■ Exercise brief:
From the listing below, copy each line that holds "lineWidth".

■ Data shown:
■ ■ ■ ■ ■
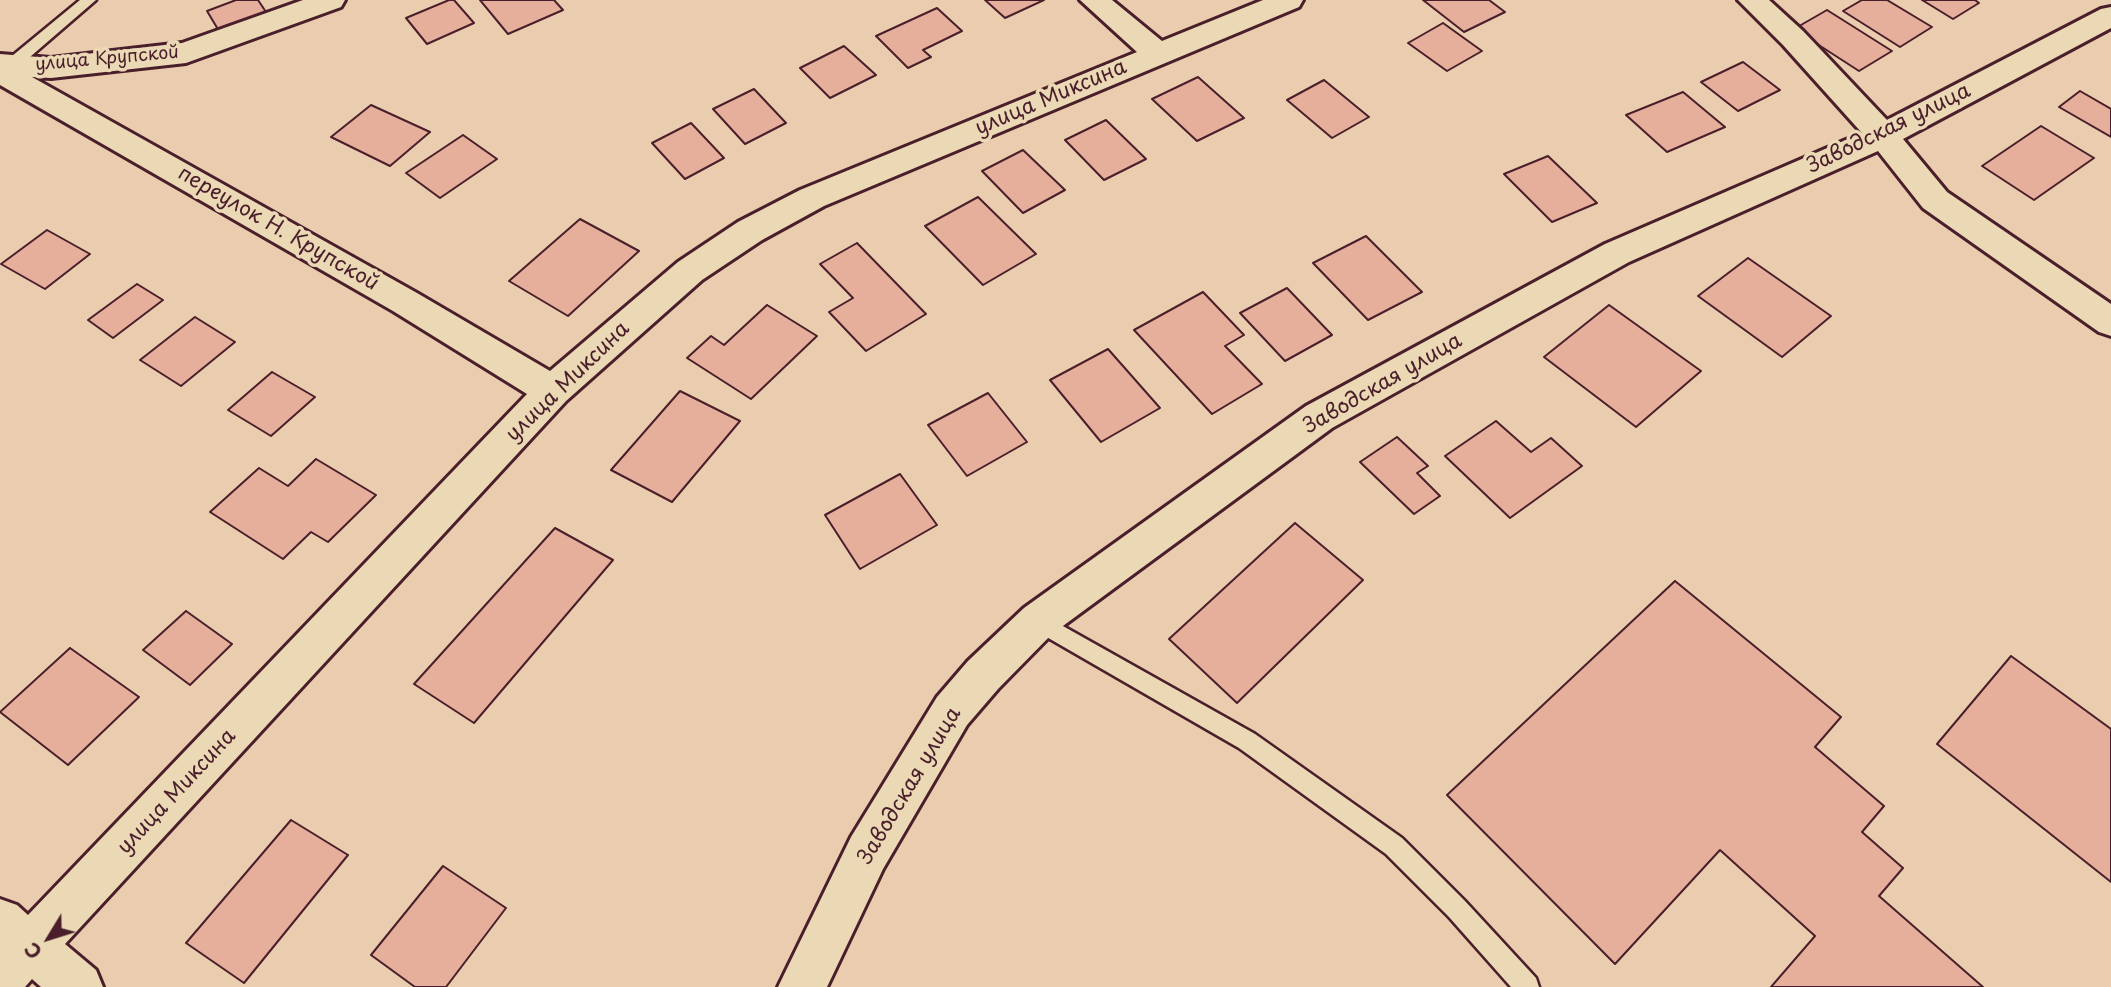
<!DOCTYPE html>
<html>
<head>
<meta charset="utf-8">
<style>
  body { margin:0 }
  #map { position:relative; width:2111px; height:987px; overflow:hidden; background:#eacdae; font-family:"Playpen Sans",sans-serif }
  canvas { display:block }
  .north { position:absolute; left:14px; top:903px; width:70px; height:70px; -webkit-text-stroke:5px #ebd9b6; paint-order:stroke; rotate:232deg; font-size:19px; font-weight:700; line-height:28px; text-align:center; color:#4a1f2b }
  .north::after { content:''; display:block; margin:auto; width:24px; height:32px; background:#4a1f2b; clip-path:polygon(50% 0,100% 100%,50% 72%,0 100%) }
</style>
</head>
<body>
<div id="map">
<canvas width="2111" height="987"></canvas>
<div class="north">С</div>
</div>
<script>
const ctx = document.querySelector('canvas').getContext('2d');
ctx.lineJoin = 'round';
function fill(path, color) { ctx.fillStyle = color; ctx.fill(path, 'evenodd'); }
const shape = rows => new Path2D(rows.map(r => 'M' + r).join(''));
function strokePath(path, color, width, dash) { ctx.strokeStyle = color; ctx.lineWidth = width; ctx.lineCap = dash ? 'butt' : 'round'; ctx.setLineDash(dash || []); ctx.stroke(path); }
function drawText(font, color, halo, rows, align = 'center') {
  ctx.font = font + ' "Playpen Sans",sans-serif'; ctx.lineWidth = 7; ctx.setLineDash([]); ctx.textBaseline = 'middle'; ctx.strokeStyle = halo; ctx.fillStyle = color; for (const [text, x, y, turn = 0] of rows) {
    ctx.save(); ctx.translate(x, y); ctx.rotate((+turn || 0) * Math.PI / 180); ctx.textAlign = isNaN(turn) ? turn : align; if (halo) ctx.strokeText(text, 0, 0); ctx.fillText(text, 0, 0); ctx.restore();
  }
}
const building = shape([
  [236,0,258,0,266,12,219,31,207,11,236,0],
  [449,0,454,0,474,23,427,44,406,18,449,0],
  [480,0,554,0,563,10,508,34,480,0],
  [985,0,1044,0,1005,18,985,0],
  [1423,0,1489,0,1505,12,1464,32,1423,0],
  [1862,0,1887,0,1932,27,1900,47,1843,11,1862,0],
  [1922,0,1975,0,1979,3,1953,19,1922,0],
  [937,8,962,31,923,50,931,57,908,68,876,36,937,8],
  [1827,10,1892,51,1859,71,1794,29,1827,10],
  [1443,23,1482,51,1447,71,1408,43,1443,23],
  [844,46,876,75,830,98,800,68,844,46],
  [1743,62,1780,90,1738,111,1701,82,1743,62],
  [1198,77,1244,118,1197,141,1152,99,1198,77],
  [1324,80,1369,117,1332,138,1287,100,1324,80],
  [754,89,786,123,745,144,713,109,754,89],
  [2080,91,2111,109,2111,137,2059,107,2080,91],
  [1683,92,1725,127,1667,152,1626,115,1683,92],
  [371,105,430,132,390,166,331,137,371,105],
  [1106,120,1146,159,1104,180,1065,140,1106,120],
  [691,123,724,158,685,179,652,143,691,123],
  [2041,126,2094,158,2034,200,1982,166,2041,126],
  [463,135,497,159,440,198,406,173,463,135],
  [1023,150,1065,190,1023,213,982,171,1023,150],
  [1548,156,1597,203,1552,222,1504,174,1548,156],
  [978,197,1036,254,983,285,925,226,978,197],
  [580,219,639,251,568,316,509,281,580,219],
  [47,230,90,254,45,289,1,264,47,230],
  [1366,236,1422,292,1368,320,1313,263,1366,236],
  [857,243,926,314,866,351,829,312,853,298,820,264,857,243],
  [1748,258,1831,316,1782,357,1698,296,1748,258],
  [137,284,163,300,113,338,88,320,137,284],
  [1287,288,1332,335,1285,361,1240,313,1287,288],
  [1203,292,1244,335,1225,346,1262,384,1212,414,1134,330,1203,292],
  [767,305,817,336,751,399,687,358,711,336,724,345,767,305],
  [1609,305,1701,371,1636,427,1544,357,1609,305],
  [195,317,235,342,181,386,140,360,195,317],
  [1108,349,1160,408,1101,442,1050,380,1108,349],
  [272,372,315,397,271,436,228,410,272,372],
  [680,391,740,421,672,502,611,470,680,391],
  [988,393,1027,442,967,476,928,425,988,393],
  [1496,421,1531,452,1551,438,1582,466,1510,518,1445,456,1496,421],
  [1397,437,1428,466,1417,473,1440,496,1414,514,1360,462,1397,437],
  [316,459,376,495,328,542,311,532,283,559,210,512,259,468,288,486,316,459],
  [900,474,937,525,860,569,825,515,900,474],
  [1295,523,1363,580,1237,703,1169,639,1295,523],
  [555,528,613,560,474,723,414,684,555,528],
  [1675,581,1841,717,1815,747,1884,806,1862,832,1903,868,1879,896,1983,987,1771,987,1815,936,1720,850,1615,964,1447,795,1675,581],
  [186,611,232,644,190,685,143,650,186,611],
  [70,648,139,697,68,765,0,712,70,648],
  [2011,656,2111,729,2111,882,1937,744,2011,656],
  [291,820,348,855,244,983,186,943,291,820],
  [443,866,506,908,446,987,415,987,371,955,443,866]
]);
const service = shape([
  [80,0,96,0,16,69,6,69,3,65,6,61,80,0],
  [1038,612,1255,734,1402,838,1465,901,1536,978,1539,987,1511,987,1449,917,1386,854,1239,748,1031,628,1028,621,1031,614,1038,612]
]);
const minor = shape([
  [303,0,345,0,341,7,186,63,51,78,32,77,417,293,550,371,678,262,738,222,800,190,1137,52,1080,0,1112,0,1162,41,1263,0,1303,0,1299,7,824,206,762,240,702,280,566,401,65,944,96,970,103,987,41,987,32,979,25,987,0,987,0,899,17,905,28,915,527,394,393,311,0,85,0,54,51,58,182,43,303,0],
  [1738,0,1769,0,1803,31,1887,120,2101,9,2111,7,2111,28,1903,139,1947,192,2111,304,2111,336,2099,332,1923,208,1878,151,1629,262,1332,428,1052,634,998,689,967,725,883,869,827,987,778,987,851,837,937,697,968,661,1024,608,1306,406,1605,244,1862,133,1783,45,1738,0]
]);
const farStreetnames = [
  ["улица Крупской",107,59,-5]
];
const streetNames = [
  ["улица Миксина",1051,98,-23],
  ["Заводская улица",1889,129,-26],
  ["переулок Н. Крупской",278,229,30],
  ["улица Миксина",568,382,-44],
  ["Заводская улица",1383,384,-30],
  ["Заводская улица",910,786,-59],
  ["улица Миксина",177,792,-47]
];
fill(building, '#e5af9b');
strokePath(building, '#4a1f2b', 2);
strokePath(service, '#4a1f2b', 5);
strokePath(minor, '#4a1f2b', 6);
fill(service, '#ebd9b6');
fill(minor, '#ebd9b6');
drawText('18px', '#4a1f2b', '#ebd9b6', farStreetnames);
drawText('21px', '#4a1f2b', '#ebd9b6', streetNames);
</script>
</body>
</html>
■ ■ ■ ■ ■
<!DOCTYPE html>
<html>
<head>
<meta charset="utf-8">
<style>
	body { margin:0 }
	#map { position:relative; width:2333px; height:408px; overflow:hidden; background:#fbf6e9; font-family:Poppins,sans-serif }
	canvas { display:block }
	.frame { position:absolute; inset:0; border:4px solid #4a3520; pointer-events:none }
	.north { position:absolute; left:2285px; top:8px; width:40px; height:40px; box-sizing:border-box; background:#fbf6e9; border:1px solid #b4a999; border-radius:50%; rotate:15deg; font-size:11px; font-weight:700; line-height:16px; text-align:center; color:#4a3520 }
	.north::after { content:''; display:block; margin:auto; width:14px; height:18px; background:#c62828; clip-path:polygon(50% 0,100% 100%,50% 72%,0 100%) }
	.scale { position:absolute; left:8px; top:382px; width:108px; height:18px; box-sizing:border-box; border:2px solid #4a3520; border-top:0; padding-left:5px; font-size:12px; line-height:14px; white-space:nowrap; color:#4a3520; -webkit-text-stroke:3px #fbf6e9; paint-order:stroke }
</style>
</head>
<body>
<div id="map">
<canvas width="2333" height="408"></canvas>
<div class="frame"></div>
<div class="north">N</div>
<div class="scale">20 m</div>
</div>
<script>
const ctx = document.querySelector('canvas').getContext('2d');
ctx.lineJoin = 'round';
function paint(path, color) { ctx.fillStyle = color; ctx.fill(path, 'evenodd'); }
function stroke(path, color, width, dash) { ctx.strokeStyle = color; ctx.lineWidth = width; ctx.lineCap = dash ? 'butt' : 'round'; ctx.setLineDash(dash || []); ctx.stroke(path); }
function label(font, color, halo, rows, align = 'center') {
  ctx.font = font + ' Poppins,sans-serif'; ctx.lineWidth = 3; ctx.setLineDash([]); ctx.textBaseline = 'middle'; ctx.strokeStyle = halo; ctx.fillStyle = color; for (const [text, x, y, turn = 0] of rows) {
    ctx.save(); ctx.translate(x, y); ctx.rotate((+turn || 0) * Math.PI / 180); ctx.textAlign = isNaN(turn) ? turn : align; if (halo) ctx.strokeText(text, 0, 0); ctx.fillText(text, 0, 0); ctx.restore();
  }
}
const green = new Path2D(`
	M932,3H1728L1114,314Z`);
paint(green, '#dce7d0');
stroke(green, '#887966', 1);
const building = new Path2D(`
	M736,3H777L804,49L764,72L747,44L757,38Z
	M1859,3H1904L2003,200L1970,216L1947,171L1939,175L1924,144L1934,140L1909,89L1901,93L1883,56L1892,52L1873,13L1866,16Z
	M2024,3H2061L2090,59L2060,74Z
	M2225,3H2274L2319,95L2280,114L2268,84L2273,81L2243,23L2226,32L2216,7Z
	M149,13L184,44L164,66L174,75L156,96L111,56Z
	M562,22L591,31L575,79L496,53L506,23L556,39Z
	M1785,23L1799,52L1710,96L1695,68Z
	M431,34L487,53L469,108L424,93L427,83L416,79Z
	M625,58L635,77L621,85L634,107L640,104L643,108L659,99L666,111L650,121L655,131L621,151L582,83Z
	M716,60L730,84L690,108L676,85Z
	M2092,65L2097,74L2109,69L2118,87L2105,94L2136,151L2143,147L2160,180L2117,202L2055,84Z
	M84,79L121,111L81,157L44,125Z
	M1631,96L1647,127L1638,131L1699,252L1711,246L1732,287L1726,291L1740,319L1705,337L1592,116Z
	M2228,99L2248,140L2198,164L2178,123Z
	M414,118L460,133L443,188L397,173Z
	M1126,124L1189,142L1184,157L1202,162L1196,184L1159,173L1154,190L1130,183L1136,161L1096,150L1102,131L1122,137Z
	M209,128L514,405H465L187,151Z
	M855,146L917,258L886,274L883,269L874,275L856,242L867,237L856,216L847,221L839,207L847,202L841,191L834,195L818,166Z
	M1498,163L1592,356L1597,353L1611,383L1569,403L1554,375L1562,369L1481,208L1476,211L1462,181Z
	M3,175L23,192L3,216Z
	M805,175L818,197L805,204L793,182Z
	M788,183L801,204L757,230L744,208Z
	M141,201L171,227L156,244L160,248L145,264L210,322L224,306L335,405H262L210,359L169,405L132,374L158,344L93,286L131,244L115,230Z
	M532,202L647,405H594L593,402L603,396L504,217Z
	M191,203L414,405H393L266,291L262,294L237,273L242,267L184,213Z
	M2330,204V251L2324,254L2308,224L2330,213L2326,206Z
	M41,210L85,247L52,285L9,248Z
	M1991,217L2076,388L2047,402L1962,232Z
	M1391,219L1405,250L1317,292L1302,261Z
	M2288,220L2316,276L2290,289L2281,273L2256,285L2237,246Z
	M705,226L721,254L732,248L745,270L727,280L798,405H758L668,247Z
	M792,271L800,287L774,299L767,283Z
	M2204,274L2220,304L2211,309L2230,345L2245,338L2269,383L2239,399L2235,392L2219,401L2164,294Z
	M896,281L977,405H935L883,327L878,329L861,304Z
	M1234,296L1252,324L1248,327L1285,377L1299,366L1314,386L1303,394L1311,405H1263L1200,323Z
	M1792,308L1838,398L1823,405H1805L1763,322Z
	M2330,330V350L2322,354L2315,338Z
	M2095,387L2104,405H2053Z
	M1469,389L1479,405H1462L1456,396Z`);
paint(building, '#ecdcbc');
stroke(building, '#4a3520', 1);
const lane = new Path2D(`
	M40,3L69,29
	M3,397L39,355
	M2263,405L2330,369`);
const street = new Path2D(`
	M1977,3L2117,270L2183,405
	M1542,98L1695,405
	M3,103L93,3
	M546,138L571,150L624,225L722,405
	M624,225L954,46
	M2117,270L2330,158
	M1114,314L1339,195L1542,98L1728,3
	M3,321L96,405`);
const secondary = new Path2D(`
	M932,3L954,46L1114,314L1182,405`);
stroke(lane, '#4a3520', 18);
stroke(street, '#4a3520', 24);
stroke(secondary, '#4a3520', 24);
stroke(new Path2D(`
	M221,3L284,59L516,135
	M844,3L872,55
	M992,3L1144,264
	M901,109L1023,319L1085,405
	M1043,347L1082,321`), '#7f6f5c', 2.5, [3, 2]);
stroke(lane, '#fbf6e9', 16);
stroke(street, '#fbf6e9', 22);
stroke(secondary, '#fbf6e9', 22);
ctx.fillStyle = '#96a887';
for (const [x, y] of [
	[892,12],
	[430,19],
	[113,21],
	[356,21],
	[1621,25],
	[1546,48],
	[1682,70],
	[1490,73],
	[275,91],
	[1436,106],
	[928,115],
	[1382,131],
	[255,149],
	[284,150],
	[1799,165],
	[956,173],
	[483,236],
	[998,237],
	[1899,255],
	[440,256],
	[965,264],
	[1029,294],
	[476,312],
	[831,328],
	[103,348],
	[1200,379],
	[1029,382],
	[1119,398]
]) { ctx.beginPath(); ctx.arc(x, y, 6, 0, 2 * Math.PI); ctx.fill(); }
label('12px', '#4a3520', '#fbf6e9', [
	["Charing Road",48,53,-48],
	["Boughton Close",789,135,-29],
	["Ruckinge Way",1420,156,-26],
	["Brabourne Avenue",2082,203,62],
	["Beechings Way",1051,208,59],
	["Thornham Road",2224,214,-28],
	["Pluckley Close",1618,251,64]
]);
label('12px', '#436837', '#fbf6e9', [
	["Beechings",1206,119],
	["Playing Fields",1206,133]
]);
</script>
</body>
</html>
■ ■ ■ ■ ■
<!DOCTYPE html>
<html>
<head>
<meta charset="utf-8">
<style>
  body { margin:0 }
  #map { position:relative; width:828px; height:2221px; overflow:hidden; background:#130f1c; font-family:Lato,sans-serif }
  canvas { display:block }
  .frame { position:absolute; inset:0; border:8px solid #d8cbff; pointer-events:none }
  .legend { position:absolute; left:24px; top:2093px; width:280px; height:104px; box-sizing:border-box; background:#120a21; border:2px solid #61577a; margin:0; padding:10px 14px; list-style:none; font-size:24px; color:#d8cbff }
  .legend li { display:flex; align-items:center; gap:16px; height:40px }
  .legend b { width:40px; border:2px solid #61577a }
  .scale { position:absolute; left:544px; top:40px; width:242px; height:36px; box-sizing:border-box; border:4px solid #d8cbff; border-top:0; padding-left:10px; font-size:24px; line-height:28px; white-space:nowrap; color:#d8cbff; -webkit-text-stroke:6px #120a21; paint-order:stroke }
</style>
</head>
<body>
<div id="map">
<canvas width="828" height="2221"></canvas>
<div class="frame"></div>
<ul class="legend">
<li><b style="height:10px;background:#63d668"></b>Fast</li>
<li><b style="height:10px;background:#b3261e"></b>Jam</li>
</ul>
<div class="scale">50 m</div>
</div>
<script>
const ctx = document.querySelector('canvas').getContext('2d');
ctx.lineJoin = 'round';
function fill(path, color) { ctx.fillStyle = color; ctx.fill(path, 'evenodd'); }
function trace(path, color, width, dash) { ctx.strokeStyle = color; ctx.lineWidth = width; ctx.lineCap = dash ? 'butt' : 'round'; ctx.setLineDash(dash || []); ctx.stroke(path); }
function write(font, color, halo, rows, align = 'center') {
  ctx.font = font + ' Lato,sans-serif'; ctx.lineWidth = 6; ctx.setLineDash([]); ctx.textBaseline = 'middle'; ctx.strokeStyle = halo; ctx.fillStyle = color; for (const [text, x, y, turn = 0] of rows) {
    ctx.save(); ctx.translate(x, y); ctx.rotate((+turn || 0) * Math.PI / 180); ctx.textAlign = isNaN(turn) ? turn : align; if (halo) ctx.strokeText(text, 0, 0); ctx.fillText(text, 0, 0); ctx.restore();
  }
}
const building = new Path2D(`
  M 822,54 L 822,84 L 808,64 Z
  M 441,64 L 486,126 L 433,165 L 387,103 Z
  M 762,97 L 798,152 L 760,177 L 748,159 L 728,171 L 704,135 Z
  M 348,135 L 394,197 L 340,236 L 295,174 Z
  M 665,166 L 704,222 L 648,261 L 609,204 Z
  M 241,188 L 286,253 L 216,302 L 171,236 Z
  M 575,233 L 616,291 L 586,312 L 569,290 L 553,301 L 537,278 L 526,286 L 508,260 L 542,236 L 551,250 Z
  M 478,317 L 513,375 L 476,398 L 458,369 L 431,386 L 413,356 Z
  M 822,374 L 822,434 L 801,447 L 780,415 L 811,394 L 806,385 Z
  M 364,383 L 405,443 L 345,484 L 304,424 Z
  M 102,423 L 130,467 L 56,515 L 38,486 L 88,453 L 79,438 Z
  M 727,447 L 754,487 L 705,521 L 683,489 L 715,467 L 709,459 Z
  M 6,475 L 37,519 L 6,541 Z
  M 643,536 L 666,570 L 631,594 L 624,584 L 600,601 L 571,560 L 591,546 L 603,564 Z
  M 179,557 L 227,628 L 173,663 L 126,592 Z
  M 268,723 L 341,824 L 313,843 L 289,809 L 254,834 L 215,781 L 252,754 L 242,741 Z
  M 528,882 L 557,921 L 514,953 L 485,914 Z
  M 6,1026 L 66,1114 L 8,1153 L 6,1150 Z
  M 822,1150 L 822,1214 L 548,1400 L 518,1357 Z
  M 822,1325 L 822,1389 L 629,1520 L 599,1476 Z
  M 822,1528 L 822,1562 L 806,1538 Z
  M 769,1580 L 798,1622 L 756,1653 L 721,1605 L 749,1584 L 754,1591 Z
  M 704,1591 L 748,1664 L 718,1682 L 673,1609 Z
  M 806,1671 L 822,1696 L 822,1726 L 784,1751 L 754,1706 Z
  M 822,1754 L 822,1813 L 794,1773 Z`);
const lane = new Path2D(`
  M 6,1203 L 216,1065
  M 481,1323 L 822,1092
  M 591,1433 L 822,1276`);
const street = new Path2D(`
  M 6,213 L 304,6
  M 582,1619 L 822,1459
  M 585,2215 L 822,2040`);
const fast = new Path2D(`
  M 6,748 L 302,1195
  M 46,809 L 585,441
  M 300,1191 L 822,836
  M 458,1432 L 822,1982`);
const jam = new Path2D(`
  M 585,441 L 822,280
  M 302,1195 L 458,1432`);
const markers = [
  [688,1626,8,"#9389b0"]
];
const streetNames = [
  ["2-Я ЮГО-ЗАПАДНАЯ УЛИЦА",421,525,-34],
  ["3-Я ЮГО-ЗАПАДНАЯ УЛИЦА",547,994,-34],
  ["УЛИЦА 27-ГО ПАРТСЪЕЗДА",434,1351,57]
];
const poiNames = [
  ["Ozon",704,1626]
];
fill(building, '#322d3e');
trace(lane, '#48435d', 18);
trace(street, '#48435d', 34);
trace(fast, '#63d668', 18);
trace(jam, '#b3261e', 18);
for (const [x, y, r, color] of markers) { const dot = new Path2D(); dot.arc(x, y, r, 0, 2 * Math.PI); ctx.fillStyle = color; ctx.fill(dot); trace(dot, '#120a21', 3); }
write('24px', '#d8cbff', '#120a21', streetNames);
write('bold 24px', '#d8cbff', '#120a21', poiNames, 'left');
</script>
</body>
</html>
■ ■ ■ ■ ■
■ Result of this task:
function strokePath(path, color, width, dash) { ctx.strokeStyle = color; ctx.lineWidth = width; ctx.lineCap = dash ? 'butt' : 'round'; ctx.setLineDash(dash || []); ctx.stroke(path); }
  ctx.font = font + ' "Playpen Sans",sans-serif'; ctx.lineWidth = 7; ctx.setLineDash([]); ctx.textBaseline = 'middle'; ctx.strokeStyle = halo; ctx.fillStyle = color; for (const [text, x, y, turn = 0] of rows) {
function stroke(path, color, width, dash) { ctx.strokeStyle = color; ctx.lineWidth = width; ctx.lineCap = dash ? 'butt' : 'round'; ctx.setLineDash(dash || []); ctx.stroke(path); }
  ctx.font = font + ' Poppins,sans-serif'; ctx.lineWidth = 3; ctx.setLineDash([]); ctx.textBaseline = 'middle'; ctx.strokeStyle = halo; ctx.fillStyle = color; for (const [text, x, y, turn = 0] of rows) {
function trace(path, color, width, dash) { ctx.strokeStyle = color; ctx.lineWidth = width; ctx.lineCap = dash ? 'butt' : 'round'; ctx.setLineDash(dash || []); ctx.stroke(path); }
  ctx.font = font + ' Lato,sans-serif'; ctx.lineWidth = 6; ctx.setLineDash([]); ctx.textBaseline = 'middle'; ctx.strokeStyle = halo; ctx.fillStyle = color; for (const [text, x, y, turn = 0] of rows) {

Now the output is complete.